> [TO DO] Only one stretch of the data is wanted: the line containing "Convert this image", the line containing "For a GIS import: Read", and every line between them, copied exactly.
- Opening Delimiter -
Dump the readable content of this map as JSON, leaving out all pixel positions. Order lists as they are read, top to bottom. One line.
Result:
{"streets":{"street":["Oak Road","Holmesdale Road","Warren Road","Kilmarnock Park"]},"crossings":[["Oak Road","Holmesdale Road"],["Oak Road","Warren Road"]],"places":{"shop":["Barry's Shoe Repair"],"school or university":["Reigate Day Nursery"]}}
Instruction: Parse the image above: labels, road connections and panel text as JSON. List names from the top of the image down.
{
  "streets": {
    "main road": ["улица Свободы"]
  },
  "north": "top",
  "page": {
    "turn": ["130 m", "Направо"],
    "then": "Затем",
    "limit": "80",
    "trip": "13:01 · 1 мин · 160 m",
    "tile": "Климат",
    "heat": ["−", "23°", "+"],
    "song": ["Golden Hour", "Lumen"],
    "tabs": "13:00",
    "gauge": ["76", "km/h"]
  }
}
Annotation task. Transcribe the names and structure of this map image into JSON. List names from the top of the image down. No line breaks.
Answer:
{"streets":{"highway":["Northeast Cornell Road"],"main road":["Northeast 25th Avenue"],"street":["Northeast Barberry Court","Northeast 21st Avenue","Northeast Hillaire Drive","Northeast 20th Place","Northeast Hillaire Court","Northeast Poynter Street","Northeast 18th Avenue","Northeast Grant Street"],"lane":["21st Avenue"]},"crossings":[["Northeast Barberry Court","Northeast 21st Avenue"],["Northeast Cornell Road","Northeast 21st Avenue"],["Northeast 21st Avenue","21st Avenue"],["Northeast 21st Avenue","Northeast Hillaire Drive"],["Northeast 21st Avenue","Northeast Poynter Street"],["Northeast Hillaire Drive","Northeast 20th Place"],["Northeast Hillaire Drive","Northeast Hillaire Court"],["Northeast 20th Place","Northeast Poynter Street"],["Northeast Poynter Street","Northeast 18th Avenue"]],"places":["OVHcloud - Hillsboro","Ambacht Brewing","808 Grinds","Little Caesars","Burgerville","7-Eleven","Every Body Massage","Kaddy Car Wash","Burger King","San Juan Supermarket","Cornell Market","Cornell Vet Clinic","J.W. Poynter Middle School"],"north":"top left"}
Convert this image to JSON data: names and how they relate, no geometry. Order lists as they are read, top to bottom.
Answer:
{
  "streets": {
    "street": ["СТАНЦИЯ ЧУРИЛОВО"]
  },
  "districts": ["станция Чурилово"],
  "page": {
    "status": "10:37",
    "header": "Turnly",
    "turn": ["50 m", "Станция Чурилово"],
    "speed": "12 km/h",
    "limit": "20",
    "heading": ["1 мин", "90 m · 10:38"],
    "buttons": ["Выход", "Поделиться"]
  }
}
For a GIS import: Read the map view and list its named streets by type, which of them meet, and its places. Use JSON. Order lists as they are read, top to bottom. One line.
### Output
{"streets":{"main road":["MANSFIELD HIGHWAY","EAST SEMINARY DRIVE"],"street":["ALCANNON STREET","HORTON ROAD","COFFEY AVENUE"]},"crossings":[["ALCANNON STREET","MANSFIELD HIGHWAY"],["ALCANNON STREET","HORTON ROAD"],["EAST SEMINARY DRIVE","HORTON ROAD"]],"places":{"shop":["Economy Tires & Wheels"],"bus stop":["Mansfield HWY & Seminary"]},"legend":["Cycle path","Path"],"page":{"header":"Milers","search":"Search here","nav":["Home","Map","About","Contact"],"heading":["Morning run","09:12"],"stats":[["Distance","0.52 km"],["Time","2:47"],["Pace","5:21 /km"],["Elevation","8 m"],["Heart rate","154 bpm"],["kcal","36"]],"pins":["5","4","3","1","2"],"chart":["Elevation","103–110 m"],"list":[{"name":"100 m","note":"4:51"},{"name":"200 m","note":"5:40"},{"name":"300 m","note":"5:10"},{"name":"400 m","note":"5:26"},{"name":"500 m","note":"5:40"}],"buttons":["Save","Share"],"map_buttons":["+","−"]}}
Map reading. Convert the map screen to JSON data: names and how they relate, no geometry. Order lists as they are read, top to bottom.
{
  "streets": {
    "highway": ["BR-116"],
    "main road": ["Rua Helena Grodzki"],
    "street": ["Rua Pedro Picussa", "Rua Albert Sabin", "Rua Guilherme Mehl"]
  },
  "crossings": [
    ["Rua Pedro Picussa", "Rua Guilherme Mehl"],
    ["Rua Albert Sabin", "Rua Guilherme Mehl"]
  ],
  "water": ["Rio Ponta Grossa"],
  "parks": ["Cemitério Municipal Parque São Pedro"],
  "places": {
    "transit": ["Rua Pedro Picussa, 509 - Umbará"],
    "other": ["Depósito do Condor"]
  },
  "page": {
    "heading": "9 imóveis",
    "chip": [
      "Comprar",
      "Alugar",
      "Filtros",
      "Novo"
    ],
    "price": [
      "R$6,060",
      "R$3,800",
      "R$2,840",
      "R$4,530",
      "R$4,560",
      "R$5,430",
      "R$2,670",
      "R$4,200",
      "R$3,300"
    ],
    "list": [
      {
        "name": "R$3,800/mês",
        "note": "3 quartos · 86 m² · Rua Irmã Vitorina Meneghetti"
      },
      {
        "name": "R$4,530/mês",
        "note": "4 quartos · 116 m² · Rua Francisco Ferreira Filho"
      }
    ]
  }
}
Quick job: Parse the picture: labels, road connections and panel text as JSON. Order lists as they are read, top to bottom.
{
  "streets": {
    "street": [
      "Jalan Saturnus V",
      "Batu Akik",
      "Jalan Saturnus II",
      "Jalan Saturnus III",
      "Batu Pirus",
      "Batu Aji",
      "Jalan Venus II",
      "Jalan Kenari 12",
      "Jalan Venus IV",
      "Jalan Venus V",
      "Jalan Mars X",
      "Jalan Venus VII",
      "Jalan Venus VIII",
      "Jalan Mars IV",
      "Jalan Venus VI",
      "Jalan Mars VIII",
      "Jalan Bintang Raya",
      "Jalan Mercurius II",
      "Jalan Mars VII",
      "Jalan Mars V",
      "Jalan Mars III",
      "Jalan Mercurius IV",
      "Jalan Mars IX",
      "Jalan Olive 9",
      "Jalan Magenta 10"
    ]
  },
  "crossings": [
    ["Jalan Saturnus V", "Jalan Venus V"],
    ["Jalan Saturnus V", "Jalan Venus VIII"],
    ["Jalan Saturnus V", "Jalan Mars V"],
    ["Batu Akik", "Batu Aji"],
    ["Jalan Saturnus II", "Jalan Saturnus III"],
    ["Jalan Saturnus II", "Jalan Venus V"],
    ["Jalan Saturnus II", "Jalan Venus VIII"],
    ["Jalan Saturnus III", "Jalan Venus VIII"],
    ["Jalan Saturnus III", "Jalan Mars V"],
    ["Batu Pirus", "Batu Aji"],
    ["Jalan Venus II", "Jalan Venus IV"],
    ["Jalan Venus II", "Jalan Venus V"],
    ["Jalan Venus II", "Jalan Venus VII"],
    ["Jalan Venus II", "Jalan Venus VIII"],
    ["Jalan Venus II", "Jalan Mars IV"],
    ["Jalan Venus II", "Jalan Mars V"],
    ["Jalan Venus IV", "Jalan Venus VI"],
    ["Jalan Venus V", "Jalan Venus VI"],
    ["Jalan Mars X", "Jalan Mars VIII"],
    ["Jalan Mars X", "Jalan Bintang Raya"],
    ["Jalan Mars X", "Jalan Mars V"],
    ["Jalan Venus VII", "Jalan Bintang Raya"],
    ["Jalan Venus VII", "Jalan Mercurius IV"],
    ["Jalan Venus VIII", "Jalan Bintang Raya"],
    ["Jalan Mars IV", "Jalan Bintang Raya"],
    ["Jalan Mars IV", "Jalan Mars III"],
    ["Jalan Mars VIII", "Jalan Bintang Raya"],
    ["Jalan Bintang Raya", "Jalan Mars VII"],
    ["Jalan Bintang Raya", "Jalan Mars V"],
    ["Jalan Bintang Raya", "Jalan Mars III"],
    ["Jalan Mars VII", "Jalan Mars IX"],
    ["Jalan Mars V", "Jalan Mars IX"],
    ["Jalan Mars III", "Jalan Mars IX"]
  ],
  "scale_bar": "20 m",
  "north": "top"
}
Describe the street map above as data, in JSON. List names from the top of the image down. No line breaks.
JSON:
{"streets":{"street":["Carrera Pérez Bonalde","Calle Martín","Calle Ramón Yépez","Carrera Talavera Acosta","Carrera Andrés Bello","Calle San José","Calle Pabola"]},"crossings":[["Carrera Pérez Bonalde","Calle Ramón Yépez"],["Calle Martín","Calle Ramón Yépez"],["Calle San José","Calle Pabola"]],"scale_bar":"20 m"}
- Closing Delimiter -
> [ANSWER TO THE PROBLEM]
Convert this image to JSON data: names and how they relate, no geometry. Order lists as they are read, top to bottom.
Answer:
{
  "streets": {
    "street": ["СТАНЦИЯ ЧУРИЛОВО"]
  },
  "districts": ["станция Чурилово"],
  "page": {
    "status": "10:37",
    "header": "Turnly",
    "turn": ["50 m", "Станция Чурилово"],
    "speed": "12 km/h",
    "limit": "20",
    "heading": ["1 мин", "90 m · 10:38"],
    "buttons": ["Выход", "Поделиться"]
  }
}
For a GIS import: Read the map view and list its named streets by type, which of them meet, and its places. Use JSON. Order lists as they are read, top to bottom. One line.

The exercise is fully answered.